**WHAT IS NEEDED**
All of the records should be given again verbatim.

□ □ □ □ □ □ □

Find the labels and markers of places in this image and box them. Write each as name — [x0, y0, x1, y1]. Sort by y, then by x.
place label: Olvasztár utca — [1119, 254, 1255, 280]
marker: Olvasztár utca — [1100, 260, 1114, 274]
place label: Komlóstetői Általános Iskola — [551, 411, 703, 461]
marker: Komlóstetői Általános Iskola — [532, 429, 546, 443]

□ □ □ □ □ □ □

**RESPONSE TO THE EXERCISE**
Find the labels and markers of places in this image and box them. Write each as name — [x0, y0, x1, y1]. Sort by y, then by x.
place label: Olvasztár utca — [1119, 254, 1255, 280]
marker: Olvasztár utca — [1100, 260, 1114, 274]
place label: Komlóstetői Általános Iskola — [551, 411, 703, 461]
marker: Komlóstetői Általános Iskola — [532, 429, 546, 443]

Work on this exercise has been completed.